Dennis wasn’t yet 21-years old. He became eligible
to vote by Election Day. He lost that election only to return two years
later to win that seat.
Now, 40 years after that walk, his dream is still alive.
Dennis has touched the nerve of leadership-deprived
activists nationally today just as he did in Cleveland years ago – by poking
his finger into the chests of the powerful with demands no one else would
make.
He has not changed much.
I left the Wall Street Journal in 1968, pushed
away from conventional journalism by the assassination of Martin Luther King,
Jr., the tragedy of the Vietnam War and the civil rights movement.
Instead, I covered Cleveland City Hall for more than 30
years, writing in a self-published newsletter every other week.
I closely followed the pressure cooker days of the
Kucinich administration. The good and the bad, and there were both.
Was there a Cleveland business cabal to take down Dennis?
No doubt about it. Their desires were articulated
in war-like jargon in a Fortune Magazine article. Here’s how Fortune
assessed the actions of Cleveland business leaders in an article, “How
Business Bosses Saved a Sick City,” March 1989:
“E. Mandell de Windt, the now
retired chairman of Eaton Corp. and dean of Cleveland businessmen, organized
the troops and devised a strategy, setting in motion a benign conspiracy of
executives and entrepreneurs that still operates.
“The impressive feat of organizing that cabal and
persuading Cleveland’s most senior businessmen to take charge of the
grittiest aspects of civic life was the real key to the town’s turnaround,”
the Fortune article continued.
(Turnaround?

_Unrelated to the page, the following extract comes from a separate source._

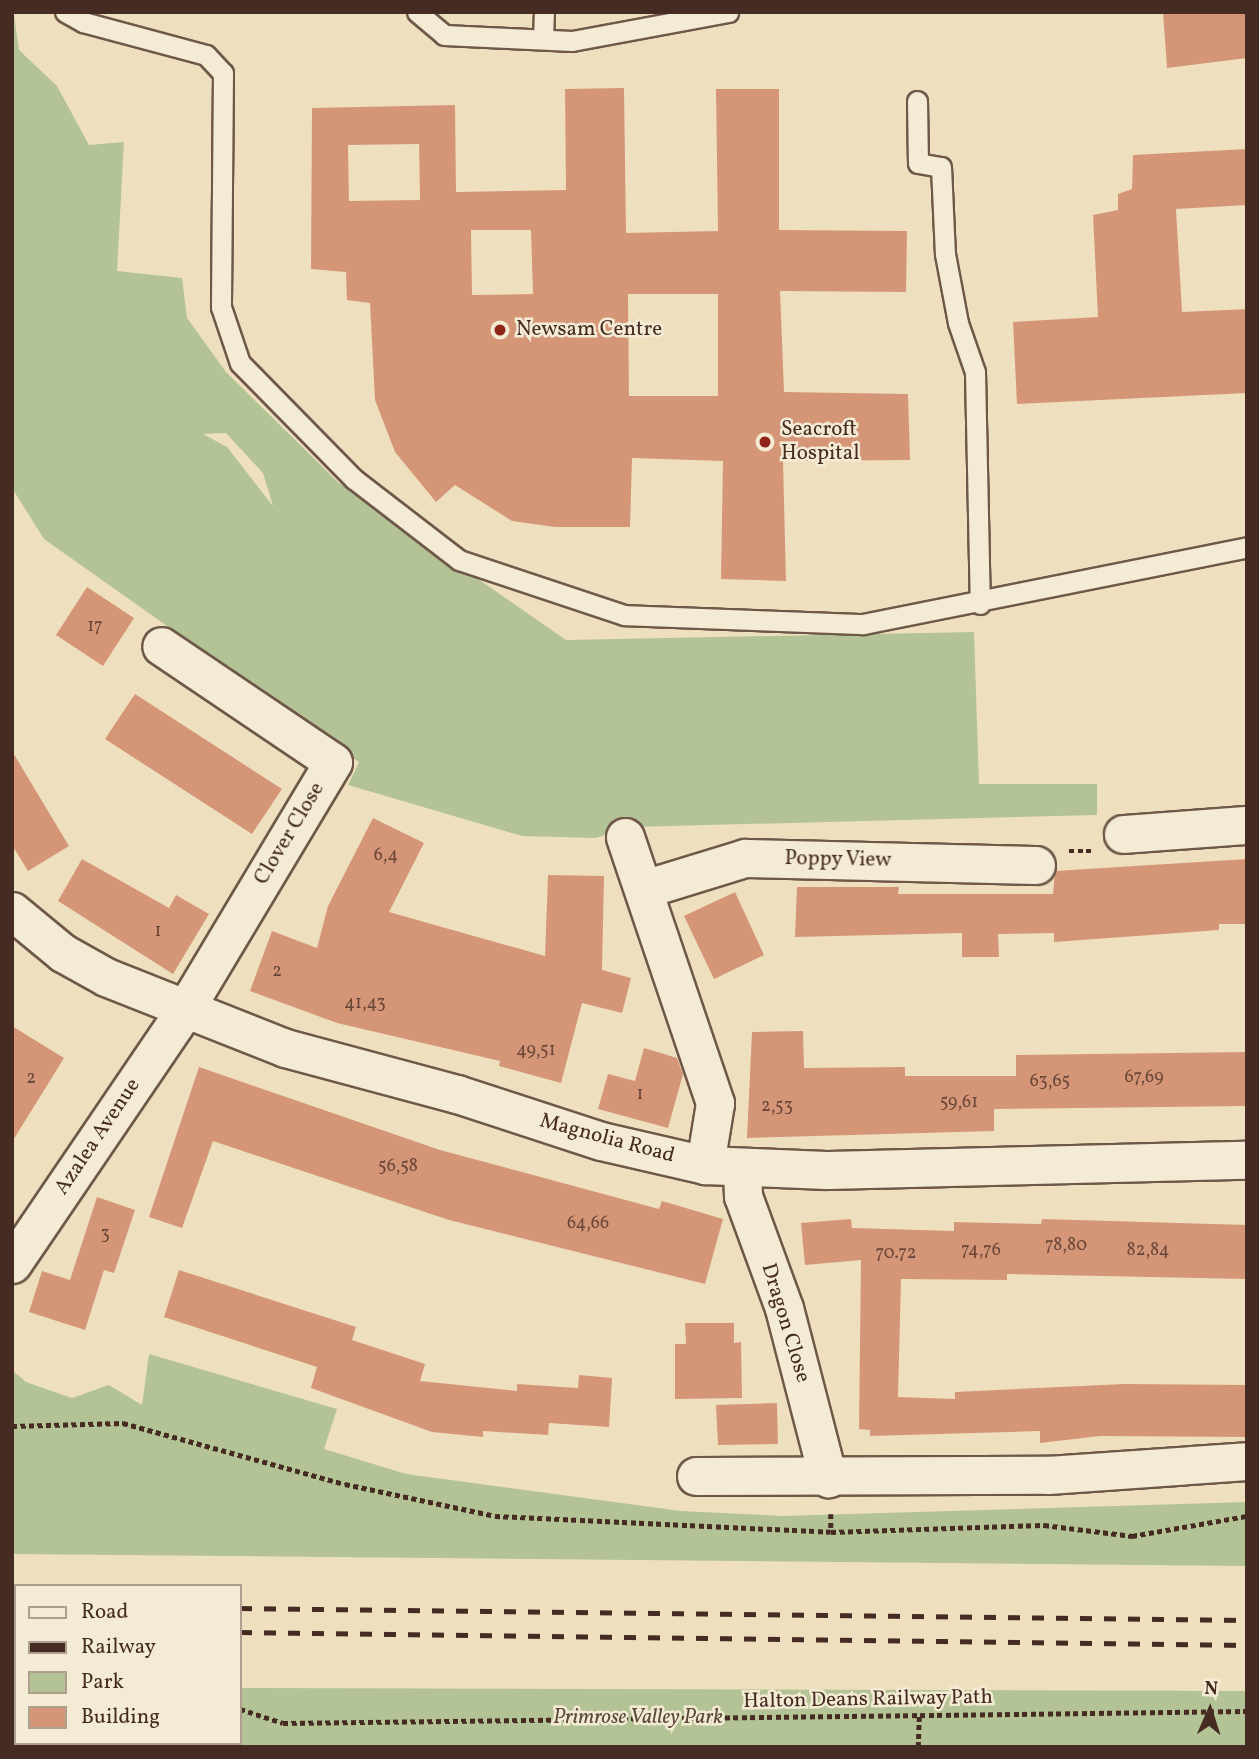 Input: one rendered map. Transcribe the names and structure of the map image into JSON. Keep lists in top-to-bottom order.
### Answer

Cleveland in two of the last three years
was rated the most impoverished American city.)
A cabal to overthrow an elected government.
The article quoted a top Cleveland lawyer from Jones &
Day saying...
“In a sense, Kucinich was the
best thing that ever happened because he was a unifying element.
People looked at him and said, ‘Enough is enough here. Let’s get
together and change things.’”
Truth was that the business establishment, along with the
city’s two newspapers, Plain Dealer, which had endorsed him, and the
Cleveland Press, were trying to destabilize Kucinich during most of his
two-year term.
I wrote in July of 1979...
“Mayor Dennis Kucinich plunged a bare hand into the
pulsating
hornet’s nest when he opposed Cleveland’s business establishment on four
major economic issues close to the heart of Corporate Cleveland. The
result has been a bitter, open war with unconditional surrender the only
path to ‘peace.’”
Two of the major issues were tax abatements and control
of the city’s electric power system.
The article presented a chart of 88 Cleveland business
and lawyers and their interlocking interests. Almost half of them, for
example, had contributed financially to the recall campaign against Kucinich a
year earlier.
However, there were times when you had to question the
quality of his character.
The public battle Kucinich carried on with Richard
Hongisto led to the attempt to recall Dennis. Kucinich had recruited
Hongisto from San Francisco where he had been county sheriff. He had
earned significant progressive credentials. He thwarted a court order
and went to jail rather than remove elderly people from a hotel.
Hongisto, however, became too close and popular with the
Cleveland Police and the news media. This made Kucinich uncomfortable.
Hongisto also made charges against the administration, which led to showdown.
Kucinich - before live TV cameras - fired Hongisto.
He came across as harsh and dictatorial. Hongisto kept a calm attitude
in sharp contrast.
I wrote at the time in Point of View...
“One man – Hongisto – has shaken the Kucinich
Administration to
the very foundation by serving as a focal point for bitter resentment
against a City Hall operated by codes of punishment and intimidation.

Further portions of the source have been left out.